La verdad sobre los martinicos
¿Cuántas veces te has vuelto loco buscando la pareja de un calcetín, unas sandalias de esparto o el cargador del móvil? No encuentras la camisa que ibas a ponerte o la pastilla que debías tomar a las cuatro y luego, horas después, meses en ocasiones, cuando ya no te acuerdas de que lo estabas buscando, aparece en el sitio donde habías mirado por primera vez. Es desesperante.
La culpa es de unos traviesos seres a los que la tradición popular llama martinicos, describiéndolos como criaturas mágicas de pequeño tamaño, narigudas y de gran barriga que siempre van vestidas con hábitos rojos, singular característica ésta última responsable de su nombre. Nada más lejos de la realidad.

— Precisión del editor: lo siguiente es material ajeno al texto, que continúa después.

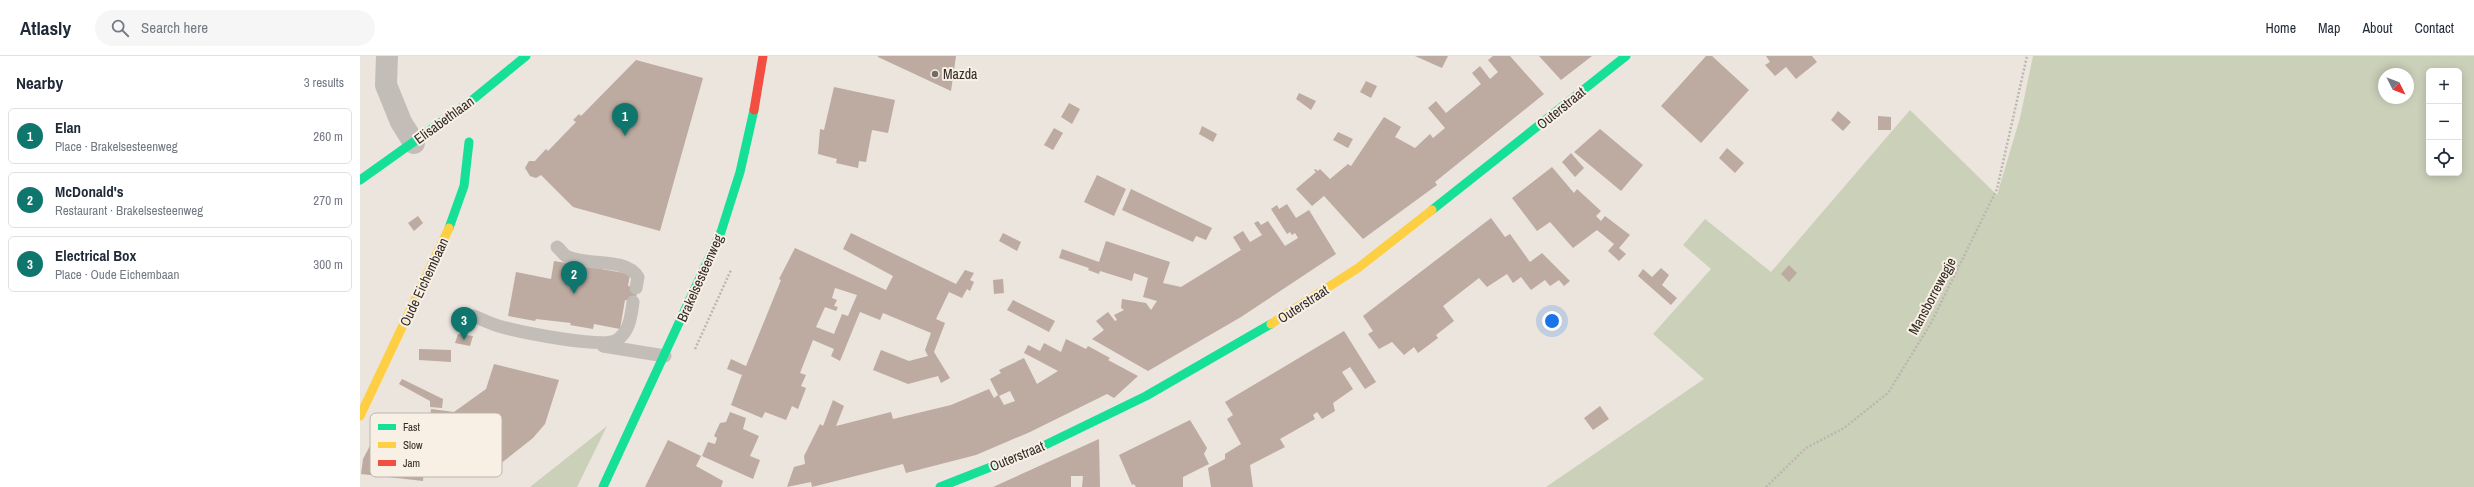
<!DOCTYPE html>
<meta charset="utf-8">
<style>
:root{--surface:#fff;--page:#f6f6f7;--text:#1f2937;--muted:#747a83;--line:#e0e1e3;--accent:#0f766e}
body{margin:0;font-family:"Archivo Narrow",sans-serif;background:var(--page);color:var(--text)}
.controls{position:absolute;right:12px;top:12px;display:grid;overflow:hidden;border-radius:6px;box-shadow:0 2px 10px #0003}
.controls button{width:36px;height:36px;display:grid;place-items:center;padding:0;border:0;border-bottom:1px solid var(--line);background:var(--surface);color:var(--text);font:20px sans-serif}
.compass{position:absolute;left:2018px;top:12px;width:36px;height:36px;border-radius:50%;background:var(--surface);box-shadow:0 2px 10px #0003;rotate:132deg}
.you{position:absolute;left:1192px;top:265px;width:14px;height:14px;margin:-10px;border:3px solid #fff;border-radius:50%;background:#1a73e8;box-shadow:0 0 0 6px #1a73e833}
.badge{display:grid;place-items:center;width:26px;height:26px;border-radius:50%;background:var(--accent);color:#fff;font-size:13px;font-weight:700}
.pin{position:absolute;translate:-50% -33px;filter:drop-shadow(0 1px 2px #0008)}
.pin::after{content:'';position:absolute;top:21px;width:14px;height:12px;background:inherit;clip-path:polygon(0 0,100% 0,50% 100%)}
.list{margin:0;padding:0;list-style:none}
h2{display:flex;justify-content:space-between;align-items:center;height:52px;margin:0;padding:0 16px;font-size:17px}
h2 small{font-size:13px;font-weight:400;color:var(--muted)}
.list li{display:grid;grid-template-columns:26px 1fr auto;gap:12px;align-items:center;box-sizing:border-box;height:56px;margin:0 8px 8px;padding:0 8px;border:1px solid var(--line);border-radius:6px}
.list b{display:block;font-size:15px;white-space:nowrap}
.list p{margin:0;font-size:13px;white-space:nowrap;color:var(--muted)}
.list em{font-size:13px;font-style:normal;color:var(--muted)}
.icon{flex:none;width:22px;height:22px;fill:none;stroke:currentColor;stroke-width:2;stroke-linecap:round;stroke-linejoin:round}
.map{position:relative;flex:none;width:2114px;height:431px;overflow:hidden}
header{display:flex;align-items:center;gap:24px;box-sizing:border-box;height:56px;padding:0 20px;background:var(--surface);border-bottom:1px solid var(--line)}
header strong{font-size:19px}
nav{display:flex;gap:22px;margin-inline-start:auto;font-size:14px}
.search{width:280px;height:36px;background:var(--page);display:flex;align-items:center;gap:10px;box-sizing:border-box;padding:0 14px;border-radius:22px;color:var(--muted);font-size:15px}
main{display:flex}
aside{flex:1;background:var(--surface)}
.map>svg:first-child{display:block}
.green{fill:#cbd0b9;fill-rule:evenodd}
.building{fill:#bdaaa0;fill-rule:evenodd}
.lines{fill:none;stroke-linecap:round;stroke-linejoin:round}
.path{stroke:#bcb6b0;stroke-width:2.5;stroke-dasharray:2 2;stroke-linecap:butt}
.lane{stroke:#c3bdb8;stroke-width:13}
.street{stroke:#c3bdb8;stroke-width:22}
.fast{stroke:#16e098;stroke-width:9}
.slow{stroke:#ffcf43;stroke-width:9}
.jam{stroke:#f24e42;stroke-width:9}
.poi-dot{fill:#736c66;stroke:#f8f0e5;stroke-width:1.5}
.labels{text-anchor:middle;stroke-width:4;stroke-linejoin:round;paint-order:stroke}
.poi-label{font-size:14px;fill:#332b26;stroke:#f8f0e5;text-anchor:start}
.street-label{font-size:14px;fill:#332b26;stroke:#f8f0e5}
.key{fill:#f8f0e5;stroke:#bdb5ac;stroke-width:1}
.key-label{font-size:11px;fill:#332b26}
</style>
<header>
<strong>Atlasly</strong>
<div class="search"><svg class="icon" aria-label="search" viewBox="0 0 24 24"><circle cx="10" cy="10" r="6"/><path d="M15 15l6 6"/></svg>Search here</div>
<nav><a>Home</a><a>Map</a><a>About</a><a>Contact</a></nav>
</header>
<main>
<aside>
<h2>Nearby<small>3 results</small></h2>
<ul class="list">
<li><span class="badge">1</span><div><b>Elan</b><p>Place · Brakelsesteenweg</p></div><em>260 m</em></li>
<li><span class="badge">2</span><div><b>McDonald's</b><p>Restaurant · Brakelsesteenweg</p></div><em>270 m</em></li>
<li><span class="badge">3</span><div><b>Electrical Box</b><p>Place · Oude Eichembaan</p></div><em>300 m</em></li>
</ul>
</aside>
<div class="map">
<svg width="2114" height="431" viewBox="0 0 2114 431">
<rect width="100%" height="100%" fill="#ebe5de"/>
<!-- green -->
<path class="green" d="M1673 0H2114V431H1186L1344 323 1293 278 1351 213 1323 189 1345 163 1411 216 1550 54 1637 139 1660 62ZM2069 15H2099V117H2069ZM2024 18H2048V42H2024Z
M247 370 217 431H170Z"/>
<!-- building -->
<path class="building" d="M518 0H596L591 35 518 1Z
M1055 0H1088L1082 12Z
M1133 0H1150L1184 38 1075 126 1077 129 1003 183 964 140 952 150 936 133 956 116 954 114 955 113 958 115 960 113 970 123 988 108 991 110 1024 61 1041 71 1035 81 1055 92 1070 78 1073 82 1085 72 1068 52 1076 45 1086 57 1121 28 1112 17 1120 10 1130 23 1138 16 1128 4Z
M1179 0H1232L1201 24Z
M1346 0H1352L1389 34 1341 87 1301 50Z
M1406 0H1452L1457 6 1436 23 1426 11 1415 20 1405 9 1410 6Z
M276 4 343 22 300 175 213 151 181 119 176 122 170 120 165 112 169 105H175L186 93 188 95 216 66 213 64 219 58 221 60Z
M1006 25 1017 30 1011 42 1000 36Z
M474 31 535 44 528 77 512 74 506 106 499 105 498 112 476 107 477 103 458 98 460 73 464 74Z
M939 37 956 45 951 54 936 43Z
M709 47 720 53 712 68 701 61Z
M1478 55 1491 66 1483 75 1471 64Z
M1518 60 1531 61V74H1518Z
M842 70 857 78 853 86 839 78Z
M694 72 703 77 693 94 684 89Z
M1240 73 1283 109 1261 135 1214 96Z
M978 76 993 83 988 92 973 84Z
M1367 92 1384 107 1375 117 1359 102Z
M1211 97 1224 112 1215 121 1202 106Z
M1192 111 1214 137 1217 133 1241 155 1236 160 1241 165 1245 160 1270 179 1259 192 1266 198 1259 205 1248 195 1254 188 1237 174 1213 192 1190 166 1177 175 1152 142Z
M737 119 766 133 754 160 724 146Z
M771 133 852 172 846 184 836 180 833 186 762 154Z
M927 148 936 162 949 154 976 198 881 261 788 315 732 283 744 274 736 265 748 256 755 265 757 264 754 259 764 254 761 252 762 243 786 247 791 254 797 245 783 241 788 222 774 217 772 225 740 215 739 218 728 214 729 212 699 202 702 193 739 206 746 185 810 206 803 227 821 231 881 194 873 181 883 175 890 186 902 179 894 167 898 165 901 169 908 165 925 190 938 182 935 177 932 179 930 176 927 178 911 153 917 149 919 153Z
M58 160 63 167 54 175 48 167Z
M1131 162 1145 181 1150 178 1170 206 1182 197 1210 225 1204 230 1199 224 1190 230 1185 224 1171 234 1161 221 1153 227 1147 218 1127 231 1119 222 1083 250 1094 265 1076 279 1078 282 1058 297 1054 291 1044 299 1032 286 1019 293 1008 278 1013 275 1003 260Z
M491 177 596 228 605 214 614 217 610 224 614 226 610 235 607 233 602 242 589 236 576 263 585 267 574 296 590 322 581 327 578 320 548 328 513 314 521 294 549 305 568 300 565 294 571 277 523 257 520 264 500 256 480 305 471 300 474 293 453 284 440 317 446 319 441 330 446 332 438 353 432 350 426 364 405 356 402 362 371 349 382 319 367 313 371 303 386 310 421 224 419 223 435 192 526 234 533 220 483 193ZM475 232 497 239 488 260 482 258 474 278 456 271 465 251 476 255 478 251 474 250 477 244 472 242Z
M643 177 661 186 657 195 639 185Z
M194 205 270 218 268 230 278 232 275 246 265 244 260 273 234 268 233 273 210 269 211 267 176 263 175 265 148 260 156 216 191 223Z
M1429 209 1437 217 1429 226 1421 218Z
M1301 212 1309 219 1302 229 1317 242 1311 249 1278 220 1283 213 1292 221Z
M643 223 644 237 634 238 633 224Z
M653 244 695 265 689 276 647 254Z
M984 275 1016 326 1005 333 990 311 982 316 993 333 973 347 975 355 962 363 957 356 953 359 955 363 920 383 925 391 890 409 893 431H851L848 412 865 403V398L881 388 867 363 873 359 865 346Z
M98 278 113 280 110 290 95 287Z
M706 283 726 293 728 290 750 302 748 304 778 320 754 342 747 338 670 376 616 399 546 417 543 408 452 431 451 426 427 431 434 411 445 408 444 400 460 368 463 370 473 344 484 350 476 370 531 356 533 363 591 349 629 333 634 342 638 339 630 323 641 317 639 314 664 302 677 328 698 315 664 297 668 289 680 295 684 287 701 296ZM650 335 655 345 644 349 639 340Z
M59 293 91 294V306L59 304Z
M134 308 199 324 185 368 173 382 135 412 114 421 85 420 90 385 67 380 63 425 1 418 3 403 23 365 69 371 71 353 94 356 126 333Z
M42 323 83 343 82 352 70 351V345L39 328Z
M1240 350 1249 363 1233 374 1224 362Z
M370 356 386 362 383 373 399 380 390 400 400 404 393 423 342 400 348 386 355 388 357 382 354 380 360 367 366 366Z
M830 364 847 392 844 398 849 408 823 421V431H776L774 428 772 429 759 399Z
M739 383 740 431H722L723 420H711V431H633Z
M308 384 341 400 336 410 363 425 361 431H285Z"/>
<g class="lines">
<!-- path -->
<path class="path" d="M335 293 371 214
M1406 431 1446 392 1484 372 1528 337 1571 267 1637 133 1667 0"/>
<!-- lane -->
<path class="lane" d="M197 191C200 193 203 198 206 200 226 211 264 200 278 221L276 232
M114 260C123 264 133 269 142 271 161 276 243 293 257 284 270 275 271 260 273 246
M243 290 305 300"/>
<!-- street -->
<path class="street" d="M27 0 26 29 41 66 54 87"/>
<!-- fast -->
<path class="fast" d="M0 124 111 45 166 0
M1072 154 1266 0
M89 172 104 130 109 86
M243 431 361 176 380 116 394 54
M580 431 679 392 786 340 911 268"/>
<!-- slow -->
<path class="slow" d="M911 268 998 212 1072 154
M0 360 89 172"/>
<!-- jam -->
<path class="jam" d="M394 54 403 0"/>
</g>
<!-- markers -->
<circle class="poi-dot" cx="575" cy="18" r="4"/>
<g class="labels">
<!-- poi labels -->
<g class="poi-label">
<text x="583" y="23">Mazda</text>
</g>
<!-- street labels -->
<g class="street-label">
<text transform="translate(1201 52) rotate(-39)" y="5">Outerstraat</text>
<text transform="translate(84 64) rotate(-36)" y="5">Elisabethlaan</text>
<text transform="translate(340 222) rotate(-66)" y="5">Brakelsesteenweg</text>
<text transform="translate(64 226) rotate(-65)" y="5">Oude Eichembaan</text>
<text transform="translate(1572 240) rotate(-62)" y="5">Mansborrewegje</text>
<text transform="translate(943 248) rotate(-33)" y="5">Outerstraat</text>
<text transform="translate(657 400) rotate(-22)" y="5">Outerstraat</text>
</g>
</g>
<!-- legend -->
<rect x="10" y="357" width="132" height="64" rx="6" class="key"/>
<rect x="18" y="368" width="18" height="6" fill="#16e098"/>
<rect x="18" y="386" width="18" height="6" fill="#ffcf43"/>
<rect x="18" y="404" width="18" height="6" fill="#f24e42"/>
<g class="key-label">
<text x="43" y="375">Fast</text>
<text x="43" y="393">Slow</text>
<text x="43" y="411">Jam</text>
</g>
</svg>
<div class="controls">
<button>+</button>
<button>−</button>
<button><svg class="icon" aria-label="locate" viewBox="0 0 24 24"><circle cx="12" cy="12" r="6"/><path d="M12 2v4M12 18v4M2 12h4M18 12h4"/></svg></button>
</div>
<svg class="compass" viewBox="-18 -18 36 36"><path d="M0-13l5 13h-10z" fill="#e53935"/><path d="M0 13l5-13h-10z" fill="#747a83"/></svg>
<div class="you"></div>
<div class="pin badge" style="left:265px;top:80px">1</div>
<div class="pin badge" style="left:214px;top:238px">2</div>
<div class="pin badge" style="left:104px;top:284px">3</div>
</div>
</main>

La verdad es que los martinicos son seres enormes, llegando a alcanzar varios metros de altura, transparentes y capaces de adoptar cualquier tipo de forma. Lo mismo llenan con su presencia un dormitorio de matrimonio que estiran su inmenso ser hasta el segundo piso, encajando su ojo invisible al marco de la ventana para disfrutar de tu inútil búsqueda. Y se burlan; se carcajean con verdadera mala leche de tu frustración, y si estás atento sentirás su risa como un escalofrío que te recorre de arriba a abajo la nuca.
Los martinicos en realidad no son malos... Sólo tienen un sentido del humor muy peculiar. Y no respetan a nadie. No pasa una semana en la que el Santo Padre no pierda el solideo en algún rincón de su dormitorio de la residencia de Santa Marta -por suerte, el representante de Dios en la tierra dispone de indumentaria eclesiástica de repuesto-, y el presidente Obama busca desde el verano su colección de discos de Stevie Wonder. Incluso fue un martinico de nombre Fredrick el que con su traviesa conducta desequilibró la balanza a favor de los Aliados durante la Segunda Guerra Mundial, al esconder entre risas una información crucial que el espía Alexander Krieg -Bogart para el Alto Mando alemán-, hizo llegar al Führer a la Kehlsteinhaus, su casa de retiro en los Alpes bávaros más conocida como Nido del Águila. La de Fredrick es una historia digna de ser contada por su relevancia en la mayor confrontación bélica que haya sufrido la humanidad e ilustra como pocas la traviesa realidad de los martinicos.
Primavera del 44. La guerra en Europa duraba ya cuatro largos años y los Aliados vieron en el enfrentamiento directo la única forma de acabar con las fuerzas del Eje, pero era indispensable una distracción. En la mayor operación bélica de engaño de la que se tiene registro -con permiso de Odiseo y de su brillante proyecto de carpintería a los pies de Troya-, los Aliados convencieron a Hitler de que el desembarco masivo de tropas en la costa europea se realizaría por Noruega y el Paso de Caláis, cientos de kilómetros al norte de las playas de Normandía, verdadero objetivo de los estrategas.
Bogart, agente infiltrado en Gran Bretaña a las órdenes del Tercer Reich, accedió por los métodos más ilegítimos que la guerra ampara a tan audaz maniobra de contrainformación, advirtiendo de ello al Führer por medio de un mensaje cifrado que le hizo llegar al Nido del Águila. Pero con lo que el espía no contaba era con que un martinico de nombre Fredrick se había instalado en la casa y que su mayor entretenimiento, aparte de esconder la cubertería de plata para irritación del servicio doméstico, era la de divertirse a costa del dictador. ¡Y vaya si se divirtió! Hitler jamás logró encontrar el documento; la reveladora información nunca fue descodificada, analizada y tenida en consideración, y la guerra se desarrolló tal y como recoge la Historia, con el grueso del ejército alemán esperando el desembarco aliado en una localización totalmente errónea.
Aún hoy no son pocos los turistas que afirman haber sentido una ligera brisa en la nuca durante su visita al Nido del Águila -Fredrick sigue carcajeándose al recordar la cara amoratada y el bigote enhiesto del Führer mientras buscaba el informe entre maldiciones y amenazas-. Incluso hay quien asegura haber visto un sobre amarillento encima de la mesa de estudio del dictador, sobre que ha desaparecido misteriosamente ante sus propios ojos.
En este punto del relato quizás te preguntes, amigo lector, como sé yo todo esto. La respuesta es bien sencilla: entre los martinicos no hay secretos y nos divertimos mucho con las ocurrencias de los demás compañeros. Y la de Fredrick es una auténtica leyenda en nuestra comunidad. Por cierto... ¿No notas un escalofrío en la nuca?